Under the IDEA, school districts are not required to provide medical services except for diagnostic or evaluation purposes. However, schools are responsible for providing the services necessary to maintain the health and safety of children in school, including services for breathing, nutrition and other bodily functions (for example, aspiration of a child. tracheostomy, urinary catheterization) if these services are not of the type that must be provided by a licensed physician.

Section 504 “aids and related services” is similar to related services under IDEA. Section 504 requires schools to provide children with disabilities with eligible health services, including services provided by a nurse during the school day, if necessary, to enable the child to receive FAPE.

A school’s obligation to provide nursing services includes full-time individual nursing services if that is what is needed to provide a child with FAPE. In addition to the classroom, these services should also be provided during transportation to and from school if required.

When a child’s IEP or 504 plan requires a school nurse to provide services, the child’s school should provide coverage during the nurse’s absence. If a school district contracts with a third party to provide its students with nursing services, this does not change the school’s obligations under IDEA and Section 504 to properly implement the IEP and 504 plan. of every student, including nursing services, and failure to provide a substitute nurse could constitute a denial of FAPE. Asking the child’s parent to come to school and provide the services is an implementation failure and could also constitute a denial of FAPE. If a child has to stay at home because there is no nurse to provide nursing services as outlined in the IEP or 504 plan, the child has been denied FAPE.

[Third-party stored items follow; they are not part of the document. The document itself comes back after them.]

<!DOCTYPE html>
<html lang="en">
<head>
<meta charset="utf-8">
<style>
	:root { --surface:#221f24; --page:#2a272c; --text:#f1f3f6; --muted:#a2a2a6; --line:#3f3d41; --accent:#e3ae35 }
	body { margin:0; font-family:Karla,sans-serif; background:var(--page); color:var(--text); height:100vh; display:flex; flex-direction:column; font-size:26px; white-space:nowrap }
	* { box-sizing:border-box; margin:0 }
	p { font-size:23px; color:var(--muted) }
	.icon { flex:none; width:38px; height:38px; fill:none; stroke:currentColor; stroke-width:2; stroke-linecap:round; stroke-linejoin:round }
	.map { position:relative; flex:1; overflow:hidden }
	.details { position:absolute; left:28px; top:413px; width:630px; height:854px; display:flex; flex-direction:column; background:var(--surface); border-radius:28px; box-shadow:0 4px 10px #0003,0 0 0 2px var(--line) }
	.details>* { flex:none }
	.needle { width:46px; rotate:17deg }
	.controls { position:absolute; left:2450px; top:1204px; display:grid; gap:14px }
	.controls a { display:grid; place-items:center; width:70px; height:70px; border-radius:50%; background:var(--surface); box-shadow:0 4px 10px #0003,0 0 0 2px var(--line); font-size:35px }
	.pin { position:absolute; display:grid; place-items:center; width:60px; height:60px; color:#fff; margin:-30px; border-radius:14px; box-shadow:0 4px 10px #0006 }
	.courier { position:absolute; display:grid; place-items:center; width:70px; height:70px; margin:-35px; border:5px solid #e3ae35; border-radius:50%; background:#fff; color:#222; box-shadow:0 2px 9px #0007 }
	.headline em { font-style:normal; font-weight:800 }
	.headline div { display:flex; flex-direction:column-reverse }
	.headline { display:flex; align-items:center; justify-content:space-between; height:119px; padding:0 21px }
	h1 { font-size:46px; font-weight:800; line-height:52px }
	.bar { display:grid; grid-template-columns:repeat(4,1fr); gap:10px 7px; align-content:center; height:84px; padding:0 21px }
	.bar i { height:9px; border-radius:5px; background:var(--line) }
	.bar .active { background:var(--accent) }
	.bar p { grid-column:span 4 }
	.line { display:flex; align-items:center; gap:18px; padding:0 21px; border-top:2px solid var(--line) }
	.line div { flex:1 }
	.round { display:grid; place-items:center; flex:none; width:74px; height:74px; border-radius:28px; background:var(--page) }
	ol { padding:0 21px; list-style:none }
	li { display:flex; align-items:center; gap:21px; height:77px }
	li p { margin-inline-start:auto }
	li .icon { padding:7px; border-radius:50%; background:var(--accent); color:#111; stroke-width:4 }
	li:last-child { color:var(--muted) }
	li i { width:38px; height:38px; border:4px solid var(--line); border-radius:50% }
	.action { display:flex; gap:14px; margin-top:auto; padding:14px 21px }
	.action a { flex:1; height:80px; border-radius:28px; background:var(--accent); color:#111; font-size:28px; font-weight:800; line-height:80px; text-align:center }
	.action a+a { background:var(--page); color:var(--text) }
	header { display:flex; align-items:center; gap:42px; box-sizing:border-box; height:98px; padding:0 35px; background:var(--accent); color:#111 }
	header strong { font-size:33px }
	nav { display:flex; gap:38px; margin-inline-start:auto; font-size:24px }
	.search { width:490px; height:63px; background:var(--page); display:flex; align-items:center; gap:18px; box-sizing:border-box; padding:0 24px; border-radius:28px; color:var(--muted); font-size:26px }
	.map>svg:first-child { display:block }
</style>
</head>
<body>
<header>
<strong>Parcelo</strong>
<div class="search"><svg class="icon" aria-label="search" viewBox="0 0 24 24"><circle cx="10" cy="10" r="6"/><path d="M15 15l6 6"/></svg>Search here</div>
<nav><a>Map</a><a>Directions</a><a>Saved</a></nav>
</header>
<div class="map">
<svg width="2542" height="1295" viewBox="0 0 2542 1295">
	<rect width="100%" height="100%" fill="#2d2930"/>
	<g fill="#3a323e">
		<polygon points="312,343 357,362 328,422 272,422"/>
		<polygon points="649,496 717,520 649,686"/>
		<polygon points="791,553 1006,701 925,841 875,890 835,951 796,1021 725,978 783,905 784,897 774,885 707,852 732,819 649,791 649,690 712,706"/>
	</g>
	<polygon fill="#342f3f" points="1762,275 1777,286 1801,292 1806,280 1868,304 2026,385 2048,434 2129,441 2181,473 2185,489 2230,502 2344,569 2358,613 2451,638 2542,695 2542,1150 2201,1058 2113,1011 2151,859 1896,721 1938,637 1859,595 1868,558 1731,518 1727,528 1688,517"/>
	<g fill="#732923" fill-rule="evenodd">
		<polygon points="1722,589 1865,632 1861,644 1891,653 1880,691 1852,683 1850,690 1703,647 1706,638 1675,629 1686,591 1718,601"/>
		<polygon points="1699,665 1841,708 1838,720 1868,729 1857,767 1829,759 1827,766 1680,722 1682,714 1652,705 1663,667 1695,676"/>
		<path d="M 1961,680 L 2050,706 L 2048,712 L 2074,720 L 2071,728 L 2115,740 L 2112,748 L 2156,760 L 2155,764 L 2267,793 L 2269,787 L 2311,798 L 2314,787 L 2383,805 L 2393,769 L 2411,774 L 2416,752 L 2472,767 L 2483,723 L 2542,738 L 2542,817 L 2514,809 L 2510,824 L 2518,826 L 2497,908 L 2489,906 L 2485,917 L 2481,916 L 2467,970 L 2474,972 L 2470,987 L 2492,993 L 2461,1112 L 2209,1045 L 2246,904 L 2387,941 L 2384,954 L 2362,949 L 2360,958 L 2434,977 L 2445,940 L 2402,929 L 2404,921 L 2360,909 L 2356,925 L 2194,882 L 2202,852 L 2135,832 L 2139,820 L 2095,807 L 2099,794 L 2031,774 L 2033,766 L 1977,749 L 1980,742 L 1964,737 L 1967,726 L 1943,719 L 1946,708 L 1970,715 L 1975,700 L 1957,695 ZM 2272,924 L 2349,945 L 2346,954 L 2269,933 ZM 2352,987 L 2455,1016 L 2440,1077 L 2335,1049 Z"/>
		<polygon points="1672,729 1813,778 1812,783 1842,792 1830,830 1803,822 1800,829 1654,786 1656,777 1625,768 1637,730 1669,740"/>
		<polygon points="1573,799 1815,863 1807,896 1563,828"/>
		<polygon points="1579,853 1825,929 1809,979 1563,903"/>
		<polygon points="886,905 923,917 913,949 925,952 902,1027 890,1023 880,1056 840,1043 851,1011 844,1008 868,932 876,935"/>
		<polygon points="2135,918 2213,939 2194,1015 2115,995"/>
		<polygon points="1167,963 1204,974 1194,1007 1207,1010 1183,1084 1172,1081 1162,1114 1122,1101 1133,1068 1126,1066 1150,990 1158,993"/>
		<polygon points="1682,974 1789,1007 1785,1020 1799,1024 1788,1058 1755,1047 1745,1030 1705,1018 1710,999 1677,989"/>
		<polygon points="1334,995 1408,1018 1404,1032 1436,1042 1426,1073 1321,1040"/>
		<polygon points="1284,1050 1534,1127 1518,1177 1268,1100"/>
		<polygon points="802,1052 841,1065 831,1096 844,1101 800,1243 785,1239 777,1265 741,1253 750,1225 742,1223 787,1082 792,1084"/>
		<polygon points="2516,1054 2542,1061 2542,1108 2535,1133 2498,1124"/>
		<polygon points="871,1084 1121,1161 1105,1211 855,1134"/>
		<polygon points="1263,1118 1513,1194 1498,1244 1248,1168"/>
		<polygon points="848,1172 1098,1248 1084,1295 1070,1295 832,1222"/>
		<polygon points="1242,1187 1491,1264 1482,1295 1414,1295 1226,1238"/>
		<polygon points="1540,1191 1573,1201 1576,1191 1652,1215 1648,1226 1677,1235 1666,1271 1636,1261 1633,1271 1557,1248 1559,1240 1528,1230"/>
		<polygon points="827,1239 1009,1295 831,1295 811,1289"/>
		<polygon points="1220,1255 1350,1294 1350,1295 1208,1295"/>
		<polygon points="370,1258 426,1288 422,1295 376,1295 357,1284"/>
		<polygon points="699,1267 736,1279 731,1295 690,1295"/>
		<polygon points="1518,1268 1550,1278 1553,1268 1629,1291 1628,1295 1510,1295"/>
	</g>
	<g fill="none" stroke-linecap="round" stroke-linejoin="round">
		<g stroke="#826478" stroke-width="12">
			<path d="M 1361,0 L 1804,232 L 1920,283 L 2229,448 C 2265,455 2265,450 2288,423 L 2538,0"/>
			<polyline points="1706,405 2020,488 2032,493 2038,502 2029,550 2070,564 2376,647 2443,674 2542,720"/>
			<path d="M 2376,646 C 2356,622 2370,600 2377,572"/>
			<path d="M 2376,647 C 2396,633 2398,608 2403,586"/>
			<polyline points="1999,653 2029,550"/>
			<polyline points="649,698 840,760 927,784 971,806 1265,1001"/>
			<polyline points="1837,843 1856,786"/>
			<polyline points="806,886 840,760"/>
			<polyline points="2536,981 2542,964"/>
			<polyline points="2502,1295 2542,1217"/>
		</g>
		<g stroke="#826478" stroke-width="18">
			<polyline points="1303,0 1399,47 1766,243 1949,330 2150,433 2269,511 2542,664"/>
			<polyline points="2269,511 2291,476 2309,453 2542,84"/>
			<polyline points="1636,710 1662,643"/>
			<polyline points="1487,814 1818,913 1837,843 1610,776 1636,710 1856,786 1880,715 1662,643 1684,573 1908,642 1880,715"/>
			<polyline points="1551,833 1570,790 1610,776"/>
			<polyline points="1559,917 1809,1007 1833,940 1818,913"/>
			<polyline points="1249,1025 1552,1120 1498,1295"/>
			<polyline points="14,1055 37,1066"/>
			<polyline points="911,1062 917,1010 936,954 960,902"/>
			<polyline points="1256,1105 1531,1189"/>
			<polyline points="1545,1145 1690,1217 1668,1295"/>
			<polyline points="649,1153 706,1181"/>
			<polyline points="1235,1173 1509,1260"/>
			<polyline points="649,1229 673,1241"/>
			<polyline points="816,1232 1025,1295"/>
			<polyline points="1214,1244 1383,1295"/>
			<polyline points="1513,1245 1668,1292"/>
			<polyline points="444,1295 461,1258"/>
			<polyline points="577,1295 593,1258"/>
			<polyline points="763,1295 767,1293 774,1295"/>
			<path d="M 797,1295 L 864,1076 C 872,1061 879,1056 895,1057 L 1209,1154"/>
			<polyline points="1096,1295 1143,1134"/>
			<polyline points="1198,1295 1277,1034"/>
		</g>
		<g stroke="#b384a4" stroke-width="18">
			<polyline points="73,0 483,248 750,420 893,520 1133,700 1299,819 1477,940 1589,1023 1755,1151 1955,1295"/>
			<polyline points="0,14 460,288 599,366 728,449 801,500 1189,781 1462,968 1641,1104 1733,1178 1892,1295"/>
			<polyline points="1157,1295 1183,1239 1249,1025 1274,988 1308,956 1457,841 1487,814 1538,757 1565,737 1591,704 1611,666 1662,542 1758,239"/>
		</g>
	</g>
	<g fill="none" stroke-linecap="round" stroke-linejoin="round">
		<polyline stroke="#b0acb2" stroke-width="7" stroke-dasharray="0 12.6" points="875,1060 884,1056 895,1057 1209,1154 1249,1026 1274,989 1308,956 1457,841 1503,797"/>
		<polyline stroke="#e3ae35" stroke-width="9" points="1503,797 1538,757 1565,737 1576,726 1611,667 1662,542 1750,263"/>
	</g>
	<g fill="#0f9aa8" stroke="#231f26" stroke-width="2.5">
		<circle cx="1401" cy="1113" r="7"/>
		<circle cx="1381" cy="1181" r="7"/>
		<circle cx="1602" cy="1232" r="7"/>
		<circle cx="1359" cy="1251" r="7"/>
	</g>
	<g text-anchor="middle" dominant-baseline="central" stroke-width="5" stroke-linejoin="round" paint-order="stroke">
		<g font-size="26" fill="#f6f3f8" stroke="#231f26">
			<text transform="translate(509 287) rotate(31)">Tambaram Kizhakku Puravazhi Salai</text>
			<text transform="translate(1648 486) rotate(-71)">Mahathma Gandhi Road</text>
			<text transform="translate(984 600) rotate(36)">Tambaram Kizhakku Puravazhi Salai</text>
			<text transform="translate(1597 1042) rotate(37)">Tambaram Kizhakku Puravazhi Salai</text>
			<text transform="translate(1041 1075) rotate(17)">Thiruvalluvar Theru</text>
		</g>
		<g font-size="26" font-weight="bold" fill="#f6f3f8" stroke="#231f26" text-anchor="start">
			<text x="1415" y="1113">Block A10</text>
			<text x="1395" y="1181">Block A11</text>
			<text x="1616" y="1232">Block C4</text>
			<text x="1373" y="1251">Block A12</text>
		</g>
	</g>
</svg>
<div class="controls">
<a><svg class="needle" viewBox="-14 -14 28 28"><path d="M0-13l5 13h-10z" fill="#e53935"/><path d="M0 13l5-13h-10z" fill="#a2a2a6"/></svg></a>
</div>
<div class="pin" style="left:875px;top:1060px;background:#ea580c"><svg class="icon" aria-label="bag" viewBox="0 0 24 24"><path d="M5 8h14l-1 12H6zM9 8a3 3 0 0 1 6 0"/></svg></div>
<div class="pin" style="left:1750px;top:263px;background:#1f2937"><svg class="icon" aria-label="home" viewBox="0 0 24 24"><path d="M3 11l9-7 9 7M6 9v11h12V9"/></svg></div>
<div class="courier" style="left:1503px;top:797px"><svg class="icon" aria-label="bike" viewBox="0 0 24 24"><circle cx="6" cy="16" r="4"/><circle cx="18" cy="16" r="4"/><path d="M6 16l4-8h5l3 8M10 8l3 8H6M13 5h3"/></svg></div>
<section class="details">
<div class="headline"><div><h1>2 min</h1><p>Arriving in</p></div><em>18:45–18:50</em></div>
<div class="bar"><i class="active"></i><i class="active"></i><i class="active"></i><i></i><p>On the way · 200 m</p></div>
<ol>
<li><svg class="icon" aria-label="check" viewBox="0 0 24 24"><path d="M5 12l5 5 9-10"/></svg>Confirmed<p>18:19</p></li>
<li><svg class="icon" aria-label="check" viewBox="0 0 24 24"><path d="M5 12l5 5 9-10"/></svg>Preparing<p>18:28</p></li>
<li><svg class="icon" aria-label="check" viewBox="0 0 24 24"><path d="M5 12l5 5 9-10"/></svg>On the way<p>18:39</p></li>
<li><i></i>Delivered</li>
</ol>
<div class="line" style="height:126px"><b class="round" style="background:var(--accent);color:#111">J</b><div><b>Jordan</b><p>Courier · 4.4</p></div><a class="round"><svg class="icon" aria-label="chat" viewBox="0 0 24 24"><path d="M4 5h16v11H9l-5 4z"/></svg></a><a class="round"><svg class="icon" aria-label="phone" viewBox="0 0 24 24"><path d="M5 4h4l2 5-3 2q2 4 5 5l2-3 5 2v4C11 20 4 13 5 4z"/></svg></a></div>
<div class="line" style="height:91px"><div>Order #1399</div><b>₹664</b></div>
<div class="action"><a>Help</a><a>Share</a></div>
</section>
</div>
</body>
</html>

If nursing services are provided as part of the IEP or 504 Child Services, the school has the authority to choose the agency or person providing the services. A parent may raise concerns about the qualifications of a staff member or the quality of nursing services their child is receiving; however, they are generally not allowed to obtain their preferred nurse. If a school contracts with several third-party nursing agencies and leaves the choice between agencies to parents, the school still remains ultimately responsible for providing FAPE.

If a child has a medical or health need, a school nurse should ideally be involved in the IEP or 504 plan process from the start. A school nurse can help ensure that all areas of need are assessed including health or nursing needs, explain medical assessment data, determine the negative impact of illness on the patient. upbringing of the child and determining the child’s individual health needs.

Reighlah collins

Reighlah Collins joined DRNC in August 2018 as a lawyer on the teaching team. Collins grew up in Zebulon, North Carolina. She received her bachelor’s degree in psychology from the University of North Carolina-Asheville, where she interned with the Asheville TEACCH autism program. Prior to obtaining her law degree from UNC School of Law, Collins worked as a direct supports coordinator in a group home for adults with intellectual and / or developmental disabilities. Collins has family members who work in the disability field and his brother suffers from Fetal Alcohol Syndrome. These experiences led her to pursue a career in disability law. Outside of work, Collins enjoys reading, baking cookies, having photos of his two cats look at, and spending time with his family.